In the minutes of its March 1 board meeting released on Tuesday, the Reserve Bank conceded the war in Ukraine has cast a cloud over the inflation outlook.
However, the RBA believes the economy remained resilient in the face of the Omicron variant and activity is expected to pick up.
The Westpac-Melbourne Institute leading index was indicating only a modest recovery at this stage.
The index, which indicates the likely pace of economic activity three to nine months into the future, rose from minus 0.5 per cent in January to minus 0.25 per cent in February.
"While the growth rate lifted in February, the latest read remains in negative territory but only slightly below trend," Westpac chief economist Bill Evans said.
The long term annual growth rate is considered to be around 2.8 per cent.
But Mr Evans says in contrast to this cautious signal from the leading index Westpac is expecting strong above-trend growth in 2022, largely due to the aftermath of extraordinary emergency policy measures taken during the pandemic.
Australian households have accumulated around $250 billion in excess savings, providing considerable spending power.
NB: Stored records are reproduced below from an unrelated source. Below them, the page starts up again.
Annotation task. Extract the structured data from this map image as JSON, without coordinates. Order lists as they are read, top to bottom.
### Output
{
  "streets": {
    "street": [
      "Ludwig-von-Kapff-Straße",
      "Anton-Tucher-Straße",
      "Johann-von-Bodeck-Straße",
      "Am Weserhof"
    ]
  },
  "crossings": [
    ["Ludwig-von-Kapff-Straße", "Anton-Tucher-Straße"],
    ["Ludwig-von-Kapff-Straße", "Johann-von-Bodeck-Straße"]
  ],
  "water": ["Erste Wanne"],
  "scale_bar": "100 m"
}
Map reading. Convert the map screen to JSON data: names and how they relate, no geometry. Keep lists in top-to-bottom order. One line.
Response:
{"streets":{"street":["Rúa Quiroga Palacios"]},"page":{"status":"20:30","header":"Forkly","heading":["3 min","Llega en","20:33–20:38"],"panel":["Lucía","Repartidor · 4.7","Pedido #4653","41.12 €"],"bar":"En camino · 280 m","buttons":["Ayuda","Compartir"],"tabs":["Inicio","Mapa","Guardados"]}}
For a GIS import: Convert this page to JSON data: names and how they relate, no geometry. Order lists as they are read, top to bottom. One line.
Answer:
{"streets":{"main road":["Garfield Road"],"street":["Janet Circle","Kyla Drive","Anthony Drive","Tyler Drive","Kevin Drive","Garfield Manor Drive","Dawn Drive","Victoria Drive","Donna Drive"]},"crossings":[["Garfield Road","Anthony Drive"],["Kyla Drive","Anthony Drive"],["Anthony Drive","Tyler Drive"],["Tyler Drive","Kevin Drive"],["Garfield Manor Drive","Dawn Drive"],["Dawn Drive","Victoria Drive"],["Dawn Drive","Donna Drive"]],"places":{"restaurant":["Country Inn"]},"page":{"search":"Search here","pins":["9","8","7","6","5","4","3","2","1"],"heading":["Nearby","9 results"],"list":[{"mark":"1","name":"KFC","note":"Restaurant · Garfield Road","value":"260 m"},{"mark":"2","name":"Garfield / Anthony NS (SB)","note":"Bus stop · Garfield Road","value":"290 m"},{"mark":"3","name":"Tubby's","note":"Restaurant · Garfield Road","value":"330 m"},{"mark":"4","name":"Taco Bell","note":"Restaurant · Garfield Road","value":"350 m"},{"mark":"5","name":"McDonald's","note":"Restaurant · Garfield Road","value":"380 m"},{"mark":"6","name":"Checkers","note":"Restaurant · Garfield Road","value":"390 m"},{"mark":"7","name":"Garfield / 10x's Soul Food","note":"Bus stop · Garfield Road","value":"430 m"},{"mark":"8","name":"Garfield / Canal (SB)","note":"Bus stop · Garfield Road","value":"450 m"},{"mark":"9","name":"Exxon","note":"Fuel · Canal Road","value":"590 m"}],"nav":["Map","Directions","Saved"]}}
"Not surprisingly, the leading index is likely to be understating the delayed impacts of these extraordinary emergency policies," Mr Evans said.
The Australian Bureau of Statistics will release its labour force report for February on Thursday, which economists expect will see the unemployment edged down to 4.1 per cent from 4.2 per cent.
This would be the lowest level since 2008.
The RBA expects the unemployment rate to fall below four per cent this year, and to levels not seen since the early-to-mid-1970s.
The ABS released its latest household impact from COVID-19 survey for the period February 9 to 18.
It found around one-quarter of Australians reported that the job situation of someone in their household had changed in one or more ways in the previous four weeks due to pandemic.
Nearly a quarter of these had concerns about contracting COVID-19, while 20 per cent reported an increased workplace demand and the same proportion blamed it on the absent work colleagues.